It’s also interesting that you say you prefer shooting from a more mid-body angle than always looking down at everything. Being 6’2’’, I have the same issue and, while using the 12mm lens almost exclusively for a year, I became cognizant of the great care one must take in controlling the perspective distortion with a wide-angle lens. Even having backed off to the 28-mm equiv. of the Ricoh, I still think that the default orientation with such a lens should be relatively straight on and not tilted excessively.
DH
My biggest gripe with the EM-5 is you have to rely too heavily on the digital interface. I wish there were manual knobs to adjust the ISO, aperture, and shutter speed. Since I don’t use the LCD, I have it turned off. To adjust any of these settings, I either have to hold the camera to my eye and turn the knobs or turn the LCD on and adjust them. Neither option is ideal or fast enough. This is what I find so appealing about the X100 or a Leica. I also can’t wait until they design better battery life for these digital cameras. As Chris can tell you (from spending a day shooting with me), I opt to carry a number of batteries with me than worry about preserving battery life in the camera. I turn it on and leave it on. When I need to react quickly, I don’t want to have to wonder if the screen’s going to be black when I bring it to my eye.
GA
That’s what evolution has brought to cameras, David. With a basic film camera, like an M3 or Nikon F you have two settings: shutter speed and aperture… and, of course, focus (and film choice). Cramming so many features into a small digital camera leads to compromises.

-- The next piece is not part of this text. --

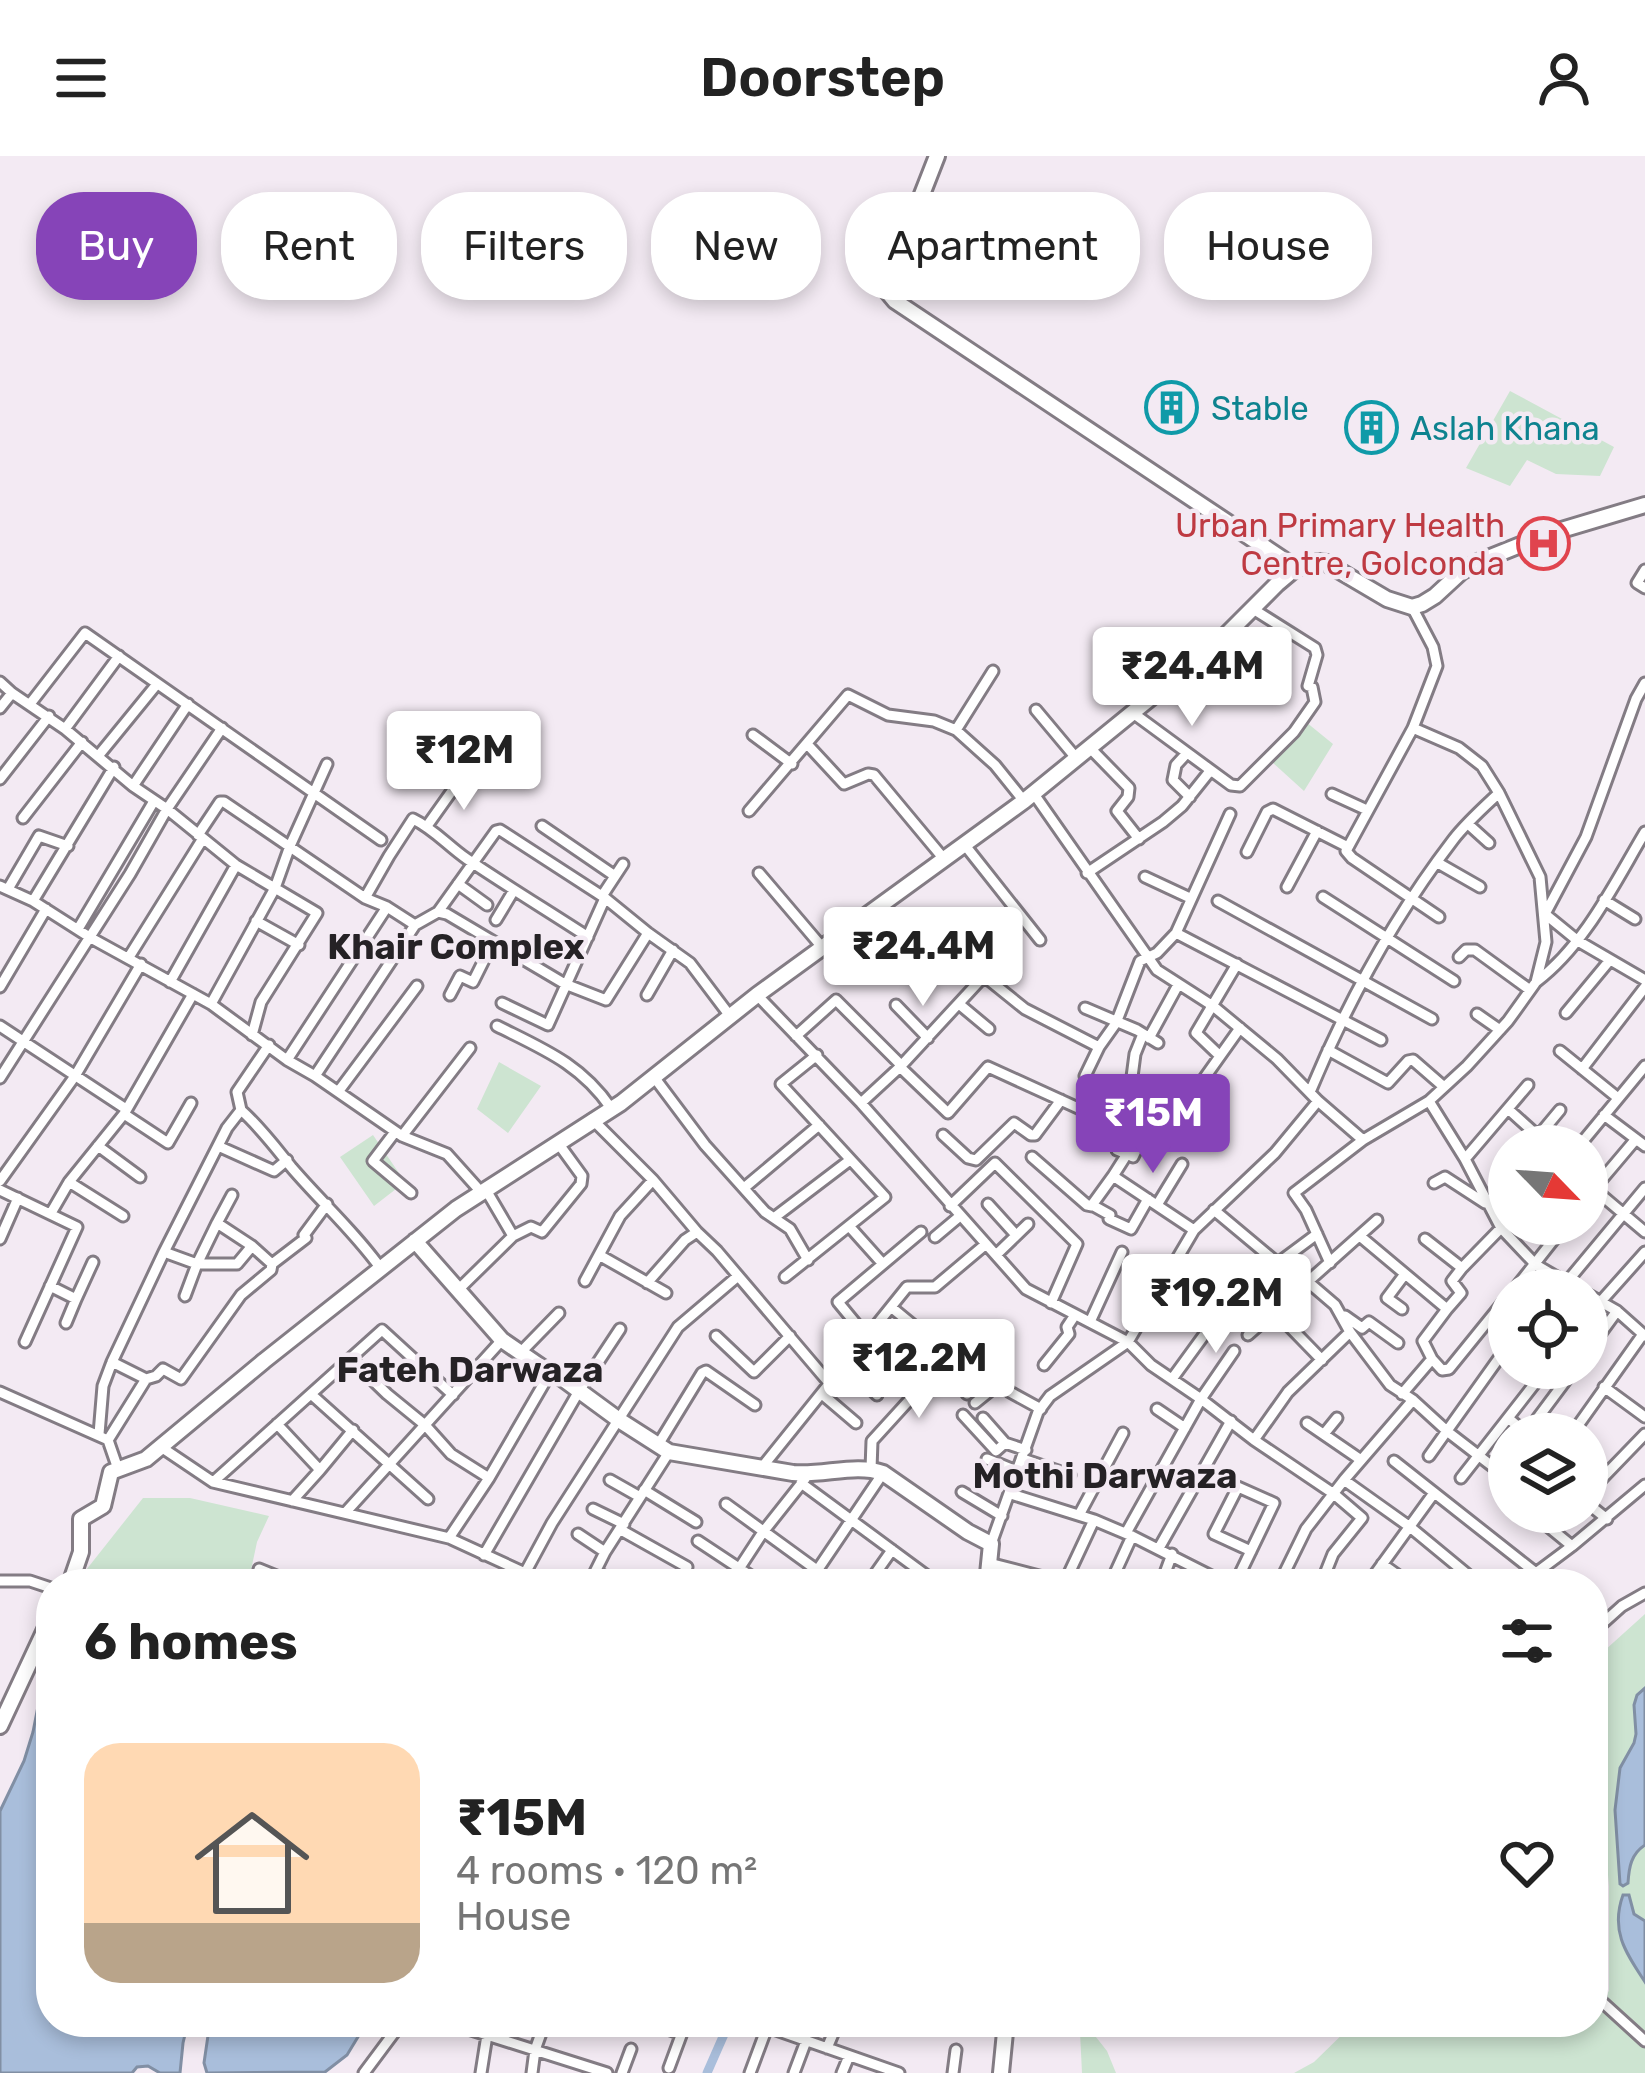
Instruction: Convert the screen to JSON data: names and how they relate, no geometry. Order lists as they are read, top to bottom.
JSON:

Mike made a good point about not limiting ourselves to a single tool. Sometimes we tend to set unnecessary limitations for ourselves. Although we may at any given time favor a particular set of gear, I think most of us here have more than a single camera. We always have the option to change cameras if a project or different direction comes to us Having your equipment be intuitive is the most compelling reason for limiting equipment choices. When I saw you this last summer Mike, you were using the Sony RX1. The IQ is the obvious reason why this camera has a strong following. Is it your perfect camera? If not, what would be? The others can answer this as well.
MA
The M3 is, for me, more or less the perfect camera–I am just reluctant to keep spending the money on film. The chemicals also concern me. For an everyday digital shooter the Ricoh GR may be my favorite. The RX1 has laggy autofocus which hinders the advantage of the high IQ and beautiful rendering that the Zeiss lens offers.
GA
David, you mention that you use an eye level viewfinder exclusively–is that because you want precise framing? How come you didn’t gravitate toward a DSLR? There are plenty of choices in size and features to fit any budget and many SP’ers use them. Was it because you already had m4/3 glass?
DH
I certainly find my framing more precise and that’s certainly one of the primary reasons I shoot this way. Perhaps, the more significant reason is that I feel “more at one” with the camera and the subject(s). I shoot a lot of portraiture and even when I’m not shooting conventional portraiture, it’s very important that I’m in sync and “connected” with my subjects. Facial expressions and details are very important to me; these are impossible for me to see if I’m relying on a screen. Shooting with a screen is fine for shapes and loose compositions but it’s not very precise—certainly not precise enough for me.
The reason I’m not interested in a DSLR is size. I don’t like to draw attention to the camera and a DSLR certainly does that. I’m also not interested in lugging one of those suckers around the city on a regular basis. I will occasionally lust after the IQ of DSLR sensors but the trade off is not worth it to me. I’ve spent the day shooting with friends that use DSLRs and after a day walking 10 miles around a city, they are not happy campers. The smaller and lighter the camera, the more likely you are to bring it with you.
GA
Tom, you use a full-frame DSLR. While the 5D is not huge by DSLR standards, it is huge in terms of what everyone else here uses. Obviously it’s hard to be inconspicuous. How do you work around that? I would assume that the quality and precise framing a DSLR offers is important to the type of pictures you want to create.
Tom Young (TY)
There’s a number of different reasons I shoot with an SLR. For one thing, I don’t only shoot street. I also do weddings, events, the odd corporate photography gig. I even shoot landscapes! Egad! So while the 5D is a big rig, for many of the situations I find myself using my camera its size doesn’t really matter, and its image quality is definitely a plus.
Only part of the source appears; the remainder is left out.